Required action
Filter the records below for the word "lane". Keep each line that has it.

BEGIN Exercise data

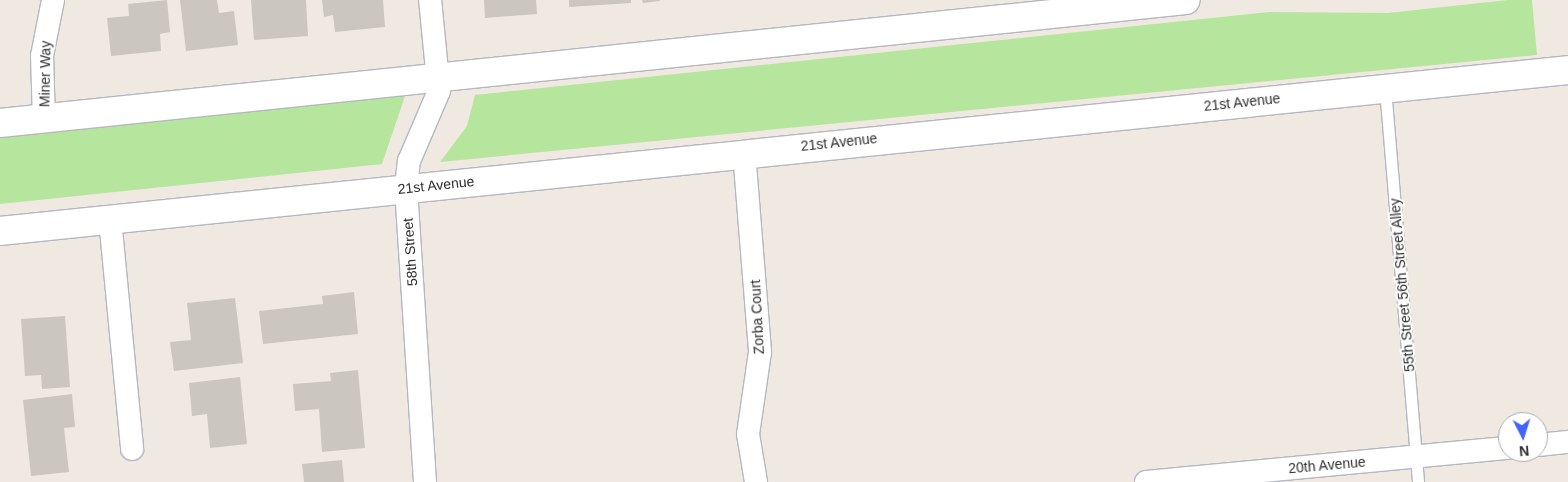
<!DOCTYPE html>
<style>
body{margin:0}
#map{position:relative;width:1568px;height:482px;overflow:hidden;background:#efe9e1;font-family:Helvetica,sans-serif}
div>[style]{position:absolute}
.green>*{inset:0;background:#b6e59e}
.building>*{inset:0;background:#cbc7bf}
.roads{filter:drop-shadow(1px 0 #b4b7c1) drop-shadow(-1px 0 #b4b7c1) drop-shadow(0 1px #b4b7c1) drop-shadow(0 -1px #b4b7c1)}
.lane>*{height:11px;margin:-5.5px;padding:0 5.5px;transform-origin:5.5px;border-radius:5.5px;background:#fff}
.street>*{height:22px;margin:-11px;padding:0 11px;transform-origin:11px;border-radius:11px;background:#fff}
.secondary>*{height:28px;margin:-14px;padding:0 14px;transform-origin:14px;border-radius:14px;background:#fff}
span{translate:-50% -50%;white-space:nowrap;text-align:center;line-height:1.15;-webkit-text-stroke:4px #fff;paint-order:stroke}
.street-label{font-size:14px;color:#2e2e2e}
.north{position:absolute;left:1498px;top:412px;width:50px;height:50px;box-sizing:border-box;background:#fff;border:1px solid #ababab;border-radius:50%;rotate:175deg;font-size:14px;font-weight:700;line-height:20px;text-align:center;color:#2e2e2e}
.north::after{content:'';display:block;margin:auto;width:18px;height:22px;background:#4264fb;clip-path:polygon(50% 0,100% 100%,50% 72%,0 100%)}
</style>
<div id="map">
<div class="green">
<div style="clip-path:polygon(1508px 0,1532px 0,1537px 55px,440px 162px,467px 126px,475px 95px,1269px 12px,1388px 13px)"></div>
<div style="clip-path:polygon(405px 96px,382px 164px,0 204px,0 134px)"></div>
</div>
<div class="building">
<div style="clip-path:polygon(167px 0,170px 32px,160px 34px,161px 51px,111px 56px,107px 18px,129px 16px,128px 4px)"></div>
<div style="clip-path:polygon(180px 0,217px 0,219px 13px,234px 11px,238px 45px,186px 51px)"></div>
<div style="clip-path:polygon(251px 0,306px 0,308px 36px,254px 40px)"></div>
<div style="clip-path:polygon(322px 0,383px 0,385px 27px,335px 32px,333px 15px,324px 17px)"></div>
<div style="clip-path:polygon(484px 0,536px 0,537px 14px,485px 18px)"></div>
<div style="clip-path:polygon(569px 0,631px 0,631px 3px,569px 7px)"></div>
<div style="clip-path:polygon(642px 0,660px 0,660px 1px,643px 3px)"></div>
<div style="clip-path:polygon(354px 292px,358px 334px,263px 344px,259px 311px,323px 304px,322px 296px)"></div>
<div style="clip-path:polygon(235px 298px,243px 363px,174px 371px,170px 342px,191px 340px,187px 303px)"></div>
<div style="clip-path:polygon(65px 316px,70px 387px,42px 389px,41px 375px,25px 376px,21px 319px)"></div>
<div style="clip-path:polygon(358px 370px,365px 448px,322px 452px,319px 409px,295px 411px,293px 384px,331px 381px,330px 373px)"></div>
<div style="clip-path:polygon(240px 377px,247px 444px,210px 448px,207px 414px,192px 416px,189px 383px)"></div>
<div style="clip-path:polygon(72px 394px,75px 427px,64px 428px,69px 472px,31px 476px,23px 400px)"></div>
<div style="clip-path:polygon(342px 460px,344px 482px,304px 482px,302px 464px)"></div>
</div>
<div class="roads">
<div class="lane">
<div style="left:1385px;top:88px;width:395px;rotate:85.2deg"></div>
</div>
<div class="street">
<div style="left:44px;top:119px;width:63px;rotate:-91.8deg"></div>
<div style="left:42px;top:56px;width:57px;rotate:-78.9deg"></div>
<div style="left:744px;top:152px;width:201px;rotate:85.4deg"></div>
<div style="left:760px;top:352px;width:83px;rotate:98.3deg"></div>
<div style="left:748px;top:434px;width:49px;rotate:80.5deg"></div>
<div style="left:110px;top:219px;width:231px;rotate:84.5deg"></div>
<div style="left:1538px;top:445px;width:30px;rotate:-6deg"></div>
<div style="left:425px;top:482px;width:295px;rotate:-93.7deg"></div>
<div style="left:406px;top:188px;width:27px;rotate:-84deg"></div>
<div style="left:409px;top:161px;width:76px;rotate:-66.8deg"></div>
<div style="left:439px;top:91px;width:91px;rotate:-95.6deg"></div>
<div style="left:1146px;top:482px;width:364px;rotate:-5.4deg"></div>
</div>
<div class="secondary">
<div style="left:0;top:123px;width:1192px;rotate:-5.92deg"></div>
<div style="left:0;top:231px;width:1576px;rotate:-5.86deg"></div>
</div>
</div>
<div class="street-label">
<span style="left:45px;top:74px;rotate:-89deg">Miner Way</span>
<span style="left:1242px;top:102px;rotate:-6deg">21st Avenue</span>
<span style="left:839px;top:142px;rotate:-6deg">21st Avenue</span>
<span style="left:436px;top:185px;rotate:-6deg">21st Avenue</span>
<span style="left:410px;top:252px;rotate:-94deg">58th Street</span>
<span style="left:1402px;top:285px;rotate:-95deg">55th Street 56th Street Alley</span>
<span style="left:757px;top:317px;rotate:-93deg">Zorba Court</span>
<span style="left:1327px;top:465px;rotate:-5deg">20th Avenue</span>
</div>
<div class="north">N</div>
</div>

END Exercise data

Solution for this problem
.lane>*{height:11px;margin:-5.5px;padding:0 5.5px;transform-origin:5.5px;border-radius:5.5px;background:#fff}
<div class="lane">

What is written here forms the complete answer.